Checkmarx report sql injection JpaRepository

Question

im running Checkmarx on my code and im getting an sql injection vulnerability. this is the simplified method im using

public String assignRole(String userId, String roleId) {

Optional<RoleEntity> roleEntity = roleRepository.findById(roleId)

if (roleEntity.isPresent()) {
  UserEntity user = UserEntity.builder().userId(userId).role(roleEntity.get()).build();
  userRepository.save(user);
  return "SUCCESS";
} else {
  throw new ServiceException("ERROR");
}}

and the analysis of checkmax says:

The application's assignRole method executes an SQL query with save, at line xx of src/Service.java. The application constructs this SQL query by embedding an untrusted string into the query without proper sanitization. The concatenated string is submitted to the database, where it is parsed and executed accordingly. An attacker would be able to inject arbitrary syntax and data into the SQL query, by crafting a malicious payload and providing it via the input roleId; This may enable an SQL Injection attack.

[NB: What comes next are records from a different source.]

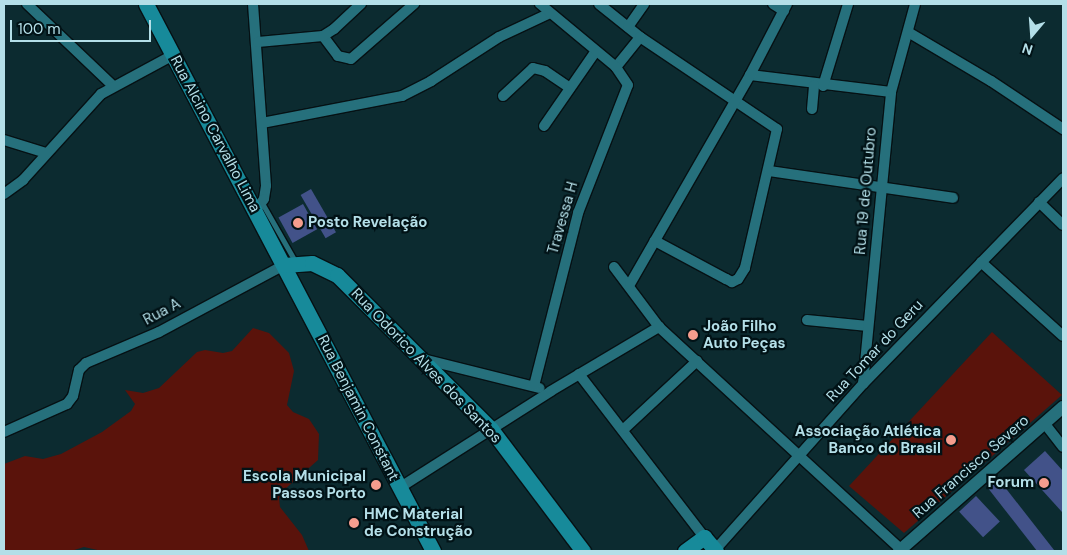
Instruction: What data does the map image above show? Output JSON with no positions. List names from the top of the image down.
{
  "streets": {
    "main road": ["Rua Alcino Carvalho Lima", "Rua Odorico Alves dos Santos", "Rua Benjamin Constant"],
    "street": [
      "Rua 19 de Outubro",
      "Travessa H",
      "Rua A",
      "Rua Tomar do Geru",
      "Rua Francisco Severo"
    ]
  },
  "crossings": [
    ["Rua Alcino Carvalho Lima", "Rua A"],
    ["Rua Alcino Carvalho Lima", "Rua Odorico Alves dos Santos"],
    ["Rua Alcino Carvalho Lima", "Rua Benjamin Constant"],
    ["Rua 19 de Outubro", "Rua Tomar do Geru"],
    ["Rua A", "Rua Odorico Alves dos Santos"],
    ["Rua A", "Rua Benjamin Constant"],
    ["Rua Odorico Alves dos Santos", "Rua Benjamin Constant"]
  ],
  "places": [
    "Posto Revelação",
    "João Filho Auto Peças",
    "Associação Atlética Banco do Brasil",
    "Forum",
    "Escola Municipal Passos Porto",
    "HMC Material de Construção"
  ],
  "scale_bar": "100 m",
  "north": "bottom"
}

im a little bit confused because im not building a native query or concatenating strings in a query, or maybe im missing something.

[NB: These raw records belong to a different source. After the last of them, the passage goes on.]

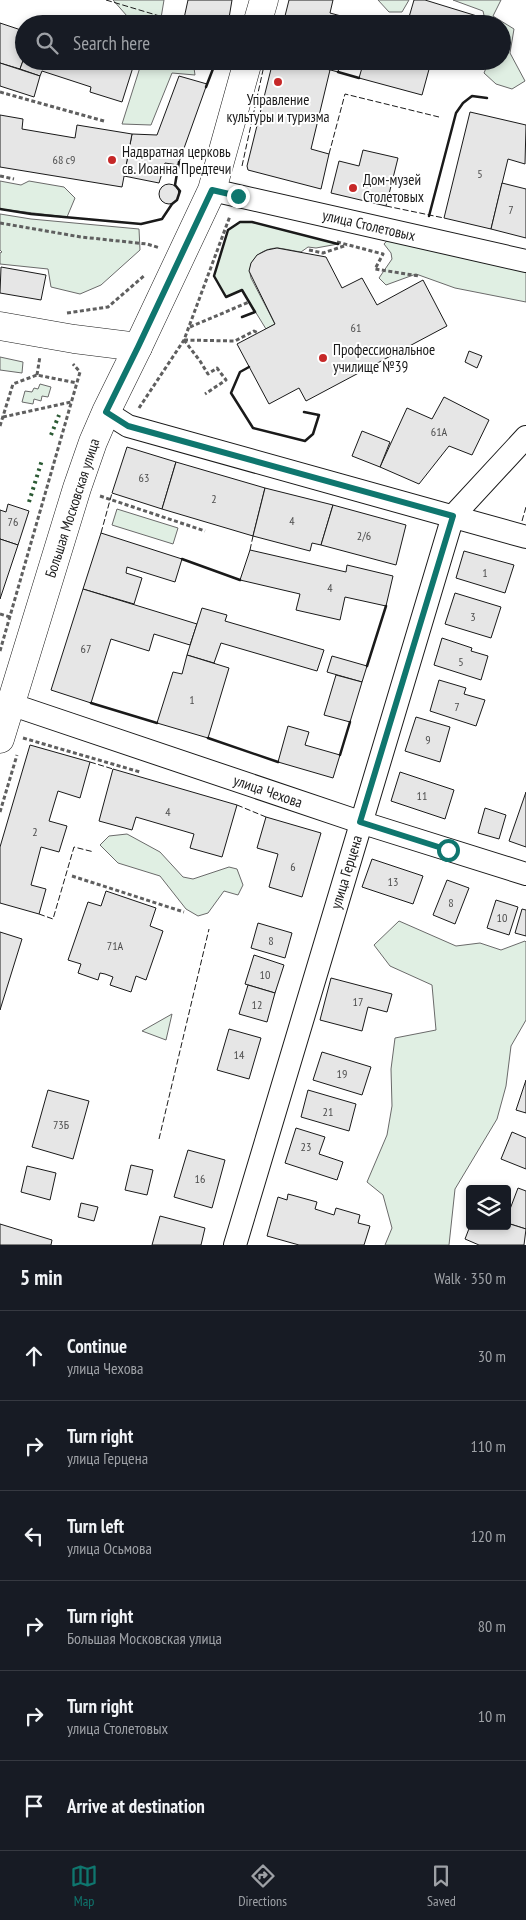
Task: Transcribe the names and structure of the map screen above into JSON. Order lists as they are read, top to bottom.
{
  "streets": {
    "main road": ["Большая Московская улица"],
    "street": ["улица Столетовых", "улица Чехова", "улица Герцена"]
  },
  "crossings": [
    ["улица Столетовых", "Большая Московская улица"],
    ["Большая Московская улица", "улица Чехова"],
    ["улица Чехова", "улица Герцена"]
  ],
  "places": [
    "Управление культуры и туризма",
    "Надвратная церковь св. Иоанна Предтечи",
    "Дом-музей Столетовых",
    "Профессиональное училище №39"
  ],
  "house_numbers": [
    "68 с9",
    "5",
    "7",
    "61",
    "61А",
    "63",
    "2",
    "4",
    "76",
    "2/6",
    "1",
    "4",
    "3",
    "67",
    "5",
    "1",
    "7",
    "9",
    "11",
    "4",
    "2",
    "6",
    "13",
    "8",
    "10",
    "8",
    "71А",
    "10",
    "17",
    "12",
    "14",
    "19",
    "21",
    "73Б",
    "23",
    "16"
  ],
  "page": {
    "search": "Search here",
    "heading": ["5 min", "Walk · 350 m"],
    "list": [
      ["Continue", "улица Чехова", "30 m"],
      ["Turn right", "улица Герцена", "110 m"],
      ["Turn left", "улица Осьмова", "120 m"],
      ["Turn right", "Большая Московская улица", "80 m"],
      ["Turn right", "улица Столетовых", "10 m"],
      "Arrive at destination"
    ],
    "nav": ["Map", "Directions", "Saved"]
  }
}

any ideas for fix this? or maybe is a false positive.

Answer 1

This sounds like a false positive.

If your Java code uses Spring, I recommend configuring your scan (Settings > Scan Settings > Preset Manager) with the SQL_Injection and Second_Order_SQL_Injection items under the Java section disabled (unchecked) to avoid false positives from these items.

If your code persists data to the database exclusively via the Spring save action, it is not at risk of SQL injection exploitation. That’s because Spring saves (inserts or updates) to the database using an object mapped to your db (the ORM approach) which does not allow additional sql to be maliciously forced in.

Nonetheless, from what I’ve seen, Checkmarx marks Spring save actions, falsely, as high severity SQL Injection vulnerabilities (SQL_Injection and/or Second_Order_SQL_Injection). Given this, disabling those rules seems to me valid and in fact the only viable way around this.

But if you do take this approach, make sure your code does not for some reason also use some other some other sql approach such as a String containing SQL that’s not sanitized via the use of PreparedStatement. Those statements are vulnerable to sql injection exploits and I believe are what the Checkmarx SQL injection rules are intending to identify.